Circulada de leve e sem pretensões pela cidade. De tamanho médio, Huaraz passara por vários terremotos. Estava meio destruída, meio em reforma, meio em reconstrução. Lajes, cabos de aço, tijolos, cimento à vista, pedreiros para lá e para cá. Por outro lado, envolvia pela simpatia do povo, naturalmente acolhedor, sem o assédio comercial de Cuzco. Havia turistas na cidade, mas em número reduzido, e de outro tipo, mais voltados às escaladas e longas caminhadas. Paravam pouco na cidade, indo diretamente às montanhas. As agências de turismo e as lojas de equipamentos especializados, para compras ou aluguel, eram simples, pequenas, informais, assim como o atendimento.
De praticamente todos os pontos da cidade era possível contemplar as montanhas nevadas que se erguiam ao norte, sobretudo os dois cumes do Huascaran, os mais altos do Peru e que dão nome ao parque nacional.

Novamente noite bem dormida. Levantamos tarde para tomar o saboroso e abundante café da manhã. Visando a aclimatação, caminhada à lagoa Shurup, situada a 4.500 metros de altitude. Em toda a trilha eu parava e contemplava as montanhas nevadas que se elevavam de todos os lados, inclusive o dramático paredão do pico Shurup, mil metros acima das águas esverdeadas da lagoa. Lanche e relaxamento em meio à bela paisagem. O sol se inclinara, aumentava a sombra e o frio.
Um europeu lavava roupas no quintal durante o café da manhã. Pegou uma faca da mesa de refeições para abrir o saco do sabão em pó. Usou, limpou com o guardanapo, a largou sobre a mesa novamente. Não pediu, não se desculpou, não agradeceu, nem sequer olhou na cara.
Acompanhamos de perto os últimos preparativos do grupo de apoio com os itens de alimentação e equipamentos coletivos para a travessia. Quatro galinhas vivas e gordas foram acondicionadas em caixas de madeira. Seriam mortas e cozidas na trilha. Botijões extras de gás também constavam da carga.
A estrada cruzou vários vilarejos, sempre com o vale e a cordilheira Negra, sem neve, à esquerda, e a cordilheira Blanca, nevada, à direita. Os dois cumes, norte e sul, do Huascaran, de tão próximos, pareciam tocar nossas mãos. Plantações de milho, frutas, trigo se estendiam pelo vale. Passamos pela vila de Yungai, reconstruída mais abaixo depois da original ter sido completamente soterrada por parte do pico Huascaran durante o terremoto de 1970. Morreram cerca de 20 mil pessoas e a maioria dos corpos ainda estava lá, debaixo da enorme quantidade de material deslizado. Na montanha faltava uma fatia no formato de pedaço de bolo.

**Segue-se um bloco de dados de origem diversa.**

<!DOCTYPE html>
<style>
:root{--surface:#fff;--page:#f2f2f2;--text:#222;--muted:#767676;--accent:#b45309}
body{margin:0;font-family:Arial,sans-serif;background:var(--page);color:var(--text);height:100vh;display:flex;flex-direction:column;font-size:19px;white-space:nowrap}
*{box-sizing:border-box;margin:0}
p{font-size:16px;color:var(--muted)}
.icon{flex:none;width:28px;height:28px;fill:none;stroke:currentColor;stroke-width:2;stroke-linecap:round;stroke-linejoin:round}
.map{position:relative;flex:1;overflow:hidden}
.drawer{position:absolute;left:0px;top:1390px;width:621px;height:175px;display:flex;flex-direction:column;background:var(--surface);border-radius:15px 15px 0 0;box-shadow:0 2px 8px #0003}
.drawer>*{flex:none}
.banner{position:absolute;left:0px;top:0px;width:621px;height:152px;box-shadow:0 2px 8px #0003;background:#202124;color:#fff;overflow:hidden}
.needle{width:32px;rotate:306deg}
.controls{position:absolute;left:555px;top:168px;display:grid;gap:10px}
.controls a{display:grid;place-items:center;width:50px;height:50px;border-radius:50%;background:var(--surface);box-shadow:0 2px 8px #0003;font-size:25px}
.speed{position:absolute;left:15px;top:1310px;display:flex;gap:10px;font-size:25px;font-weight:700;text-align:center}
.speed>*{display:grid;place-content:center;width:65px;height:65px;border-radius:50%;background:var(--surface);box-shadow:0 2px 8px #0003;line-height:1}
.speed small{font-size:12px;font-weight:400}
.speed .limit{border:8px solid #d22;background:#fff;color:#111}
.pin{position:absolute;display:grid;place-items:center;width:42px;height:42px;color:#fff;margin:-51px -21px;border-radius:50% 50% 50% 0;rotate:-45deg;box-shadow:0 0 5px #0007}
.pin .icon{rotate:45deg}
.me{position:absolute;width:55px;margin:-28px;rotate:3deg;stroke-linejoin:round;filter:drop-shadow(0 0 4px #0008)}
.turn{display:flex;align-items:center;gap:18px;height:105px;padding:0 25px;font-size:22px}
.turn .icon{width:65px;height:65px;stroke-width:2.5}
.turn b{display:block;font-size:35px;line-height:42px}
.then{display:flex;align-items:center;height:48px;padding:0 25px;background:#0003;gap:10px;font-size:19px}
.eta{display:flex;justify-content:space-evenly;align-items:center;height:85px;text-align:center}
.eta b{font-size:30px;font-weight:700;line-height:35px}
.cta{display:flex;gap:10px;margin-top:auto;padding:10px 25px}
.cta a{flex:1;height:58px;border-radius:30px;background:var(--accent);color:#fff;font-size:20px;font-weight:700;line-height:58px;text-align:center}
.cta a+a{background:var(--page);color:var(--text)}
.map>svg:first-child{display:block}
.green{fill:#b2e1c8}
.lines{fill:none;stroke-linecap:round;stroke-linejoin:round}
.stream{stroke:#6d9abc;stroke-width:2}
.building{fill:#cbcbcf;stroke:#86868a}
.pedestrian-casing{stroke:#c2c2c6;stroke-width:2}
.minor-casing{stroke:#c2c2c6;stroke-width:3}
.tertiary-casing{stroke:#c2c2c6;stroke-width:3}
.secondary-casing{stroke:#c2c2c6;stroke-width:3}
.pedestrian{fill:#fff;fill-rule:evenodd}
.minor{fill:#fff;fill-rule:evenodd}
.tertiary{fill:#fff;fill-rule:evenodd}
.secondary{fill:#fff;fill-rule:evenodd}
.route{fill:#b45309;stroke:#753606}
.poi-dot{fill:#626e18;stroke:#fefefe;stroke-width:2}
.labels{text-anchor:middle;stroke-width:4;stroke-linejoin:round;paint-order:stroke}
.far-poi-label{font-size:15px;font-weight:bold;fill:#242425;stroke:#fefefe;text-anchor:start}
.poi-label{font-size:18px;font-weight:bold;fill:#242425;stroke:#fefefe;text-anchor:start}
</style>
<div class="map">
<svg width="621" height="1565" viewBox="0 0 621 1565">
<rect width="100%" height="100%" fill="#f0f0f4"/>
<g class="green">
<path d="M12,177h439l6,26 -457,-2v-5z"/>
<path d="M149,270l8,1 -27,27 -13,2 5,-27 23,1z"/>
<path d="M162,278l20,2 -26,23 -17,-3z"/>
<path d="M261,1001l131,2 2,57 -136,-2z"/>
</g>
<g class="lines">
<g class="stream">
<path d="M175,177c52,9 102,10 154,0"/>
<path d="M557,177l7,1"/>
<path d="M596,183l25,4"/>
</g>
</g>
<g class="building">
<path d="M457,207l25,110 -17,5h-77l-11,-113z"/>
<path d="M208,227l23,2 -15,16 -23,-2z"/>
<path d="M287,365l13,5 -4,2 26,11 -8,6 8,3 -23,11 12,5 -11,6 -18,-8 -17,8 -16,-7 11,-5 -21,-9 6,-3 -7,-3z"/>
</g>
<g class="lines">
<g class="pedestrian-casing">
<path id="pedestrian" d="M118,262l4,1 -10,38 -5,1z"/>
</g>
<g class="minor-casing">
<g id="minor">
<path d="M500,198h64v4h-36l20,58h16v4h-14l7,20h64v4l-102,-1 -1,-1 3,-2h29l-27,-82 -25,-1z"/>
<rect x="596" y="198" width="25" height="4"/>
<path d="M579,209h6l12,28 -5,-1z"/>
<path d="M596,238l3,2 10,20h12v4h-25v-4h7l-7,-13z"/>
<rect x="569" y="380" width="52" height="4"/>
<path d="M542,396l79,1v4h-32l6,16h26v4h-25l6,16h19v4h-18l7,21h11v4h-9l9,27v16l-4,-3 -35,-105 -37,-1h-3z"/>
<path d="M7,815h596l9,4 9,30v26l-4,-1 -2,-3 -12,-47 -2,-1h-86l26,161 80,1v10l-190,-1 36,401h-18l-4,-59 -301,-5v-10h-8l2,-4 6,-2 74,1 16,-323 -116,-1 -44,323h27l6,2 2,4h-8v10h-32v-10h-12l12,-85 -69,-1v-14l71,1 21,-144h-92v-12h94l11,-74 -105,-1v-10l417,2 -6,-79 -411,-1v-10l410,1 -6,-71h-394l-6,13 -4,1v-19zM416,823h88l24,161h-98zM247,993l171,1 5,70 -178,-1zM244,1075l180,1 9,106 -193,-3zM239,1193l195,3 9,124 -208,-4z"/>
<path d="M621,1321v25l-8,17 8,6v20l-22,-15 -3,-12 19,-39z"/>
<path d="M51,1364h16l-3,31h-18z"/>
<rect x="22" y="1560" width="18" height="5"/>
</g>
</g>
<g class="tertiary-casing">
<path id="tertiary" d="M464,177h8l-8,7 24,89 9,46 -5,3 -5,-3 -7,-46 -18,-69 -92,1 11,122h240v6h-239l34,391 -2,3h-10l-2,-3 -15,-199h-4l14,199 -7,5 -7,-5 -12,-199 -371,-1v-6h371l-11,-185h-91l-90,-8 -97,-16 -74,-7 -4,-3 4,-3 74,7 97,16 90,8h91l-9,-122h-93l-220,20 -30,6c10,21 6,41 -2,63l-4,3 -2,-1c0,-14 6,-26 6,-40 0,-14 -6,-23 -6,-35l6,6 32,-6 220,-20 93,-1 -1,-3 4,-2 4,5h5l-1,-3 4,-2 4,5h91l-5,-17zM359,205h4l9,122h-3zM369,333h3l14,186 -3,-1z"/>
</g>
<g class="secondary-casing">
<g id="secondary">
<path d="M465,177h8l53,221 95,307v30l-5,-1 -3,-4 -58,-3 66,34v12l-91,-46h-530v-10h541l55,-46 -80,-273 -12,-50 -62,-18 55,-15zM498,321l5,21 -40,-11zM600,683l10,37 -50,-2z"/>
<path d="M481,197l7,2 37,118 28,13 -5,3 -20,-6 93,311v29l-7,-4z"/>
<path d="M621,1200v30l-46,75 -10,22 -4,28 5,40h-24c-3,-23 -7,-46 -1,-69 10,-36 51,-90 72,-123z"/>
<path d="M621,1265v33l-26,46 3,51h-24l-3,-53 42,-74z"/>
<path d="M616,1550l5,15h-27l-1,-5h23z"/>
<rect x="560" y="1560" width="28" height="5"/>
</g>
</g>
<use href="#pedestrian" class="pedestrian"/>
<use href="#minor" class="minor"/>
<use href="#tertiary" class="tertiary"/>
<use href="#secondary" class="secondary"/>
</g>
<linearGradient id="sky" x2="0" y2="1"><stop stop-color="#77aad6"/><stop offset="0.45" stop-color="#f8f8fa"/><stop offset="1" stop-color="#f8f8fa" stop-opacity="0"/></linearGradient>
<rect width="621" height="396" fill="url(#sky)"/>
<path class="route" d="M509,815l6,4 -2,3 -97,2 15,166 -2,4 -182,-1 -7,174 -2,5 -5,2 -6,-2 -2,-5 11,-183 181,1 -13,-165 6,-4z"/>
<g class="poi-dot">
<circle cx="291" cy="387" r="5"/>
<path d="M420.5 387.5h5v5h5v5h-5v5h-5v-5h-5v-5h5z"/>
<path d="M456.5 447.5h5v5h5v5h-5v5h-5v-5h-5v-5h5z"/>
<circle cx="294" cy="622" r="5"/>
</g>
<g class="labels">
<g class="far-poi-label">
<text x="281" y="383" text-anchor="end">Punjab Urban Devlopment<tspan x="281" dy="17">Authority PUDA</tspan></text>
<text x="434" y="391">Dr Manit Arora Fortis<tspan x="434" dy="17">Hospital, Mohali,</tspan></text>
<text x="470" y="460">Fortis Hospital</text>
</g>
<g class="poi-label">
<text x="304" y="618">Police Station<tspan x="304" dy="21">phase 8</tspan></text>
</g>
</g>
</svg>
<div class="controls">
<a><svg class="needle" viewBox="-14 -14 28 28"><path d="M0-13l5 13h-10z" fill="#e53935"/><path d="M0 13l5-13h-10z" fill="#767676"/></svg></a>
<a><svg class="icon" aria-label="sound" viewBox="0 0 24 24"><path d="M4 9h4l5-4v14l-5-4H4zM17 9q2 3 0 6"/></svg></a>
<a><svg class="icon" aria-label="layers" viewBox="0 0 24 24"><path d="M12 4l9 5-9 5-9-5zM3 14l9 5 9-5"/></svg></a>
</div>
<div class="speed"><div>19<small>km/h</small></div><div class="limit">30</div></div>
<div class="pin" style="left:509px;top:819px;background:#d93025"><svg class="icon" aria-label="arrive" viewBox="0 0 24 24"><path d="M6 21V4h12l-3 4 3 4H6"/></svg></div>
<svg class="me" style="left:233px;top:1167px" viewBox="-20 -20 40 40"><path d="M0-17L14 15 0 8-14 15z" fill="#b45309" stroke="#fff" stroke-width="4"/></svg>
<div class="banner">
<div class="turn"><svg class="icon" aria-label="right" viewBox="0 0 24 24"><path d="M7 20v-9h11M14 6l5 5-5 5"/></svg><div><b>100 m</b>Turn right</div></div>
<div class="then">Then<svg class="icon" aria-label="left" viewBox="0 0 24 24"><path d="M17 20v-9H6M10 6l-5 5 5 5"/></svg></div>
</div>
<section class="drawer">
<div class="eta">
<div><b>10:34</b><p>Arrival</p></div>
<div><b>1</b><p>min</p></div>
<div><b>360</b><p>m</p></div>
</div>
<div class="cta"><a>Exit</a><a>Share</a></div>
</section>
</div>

Paramos na aconchegante cidade de Caraz e sentamos na praça para acompanhar o movimento dos moradores. Depois seguimos por estrada de terra, estreita e sinuosa, serra acima, com abismos muito próximos, até o ponto inicial da travessia de sete dias pela cordilheira Blanca. As casas contavam com banheiros externos, todos azuis, todos iguais, todos com fossa.
Iniciamos a caminhada no meio do dia. Passamos pelo posto de controle do parque nacional. Avançamos por garganta estreita e profunda. Subimos pela margem do rio encachoeirado, cujo envolvente ruído nos acompanhava todo o tempo. Riachos e pequenas quedas d’água surgiam dos paredões à esquerda e à direita. No final da tarde, o gramado extenso de Llama Coral, a 3.800 metros de altitude, o primeiro ponto de acampamento. Acima do vale, as primeiras montanhas nevadas.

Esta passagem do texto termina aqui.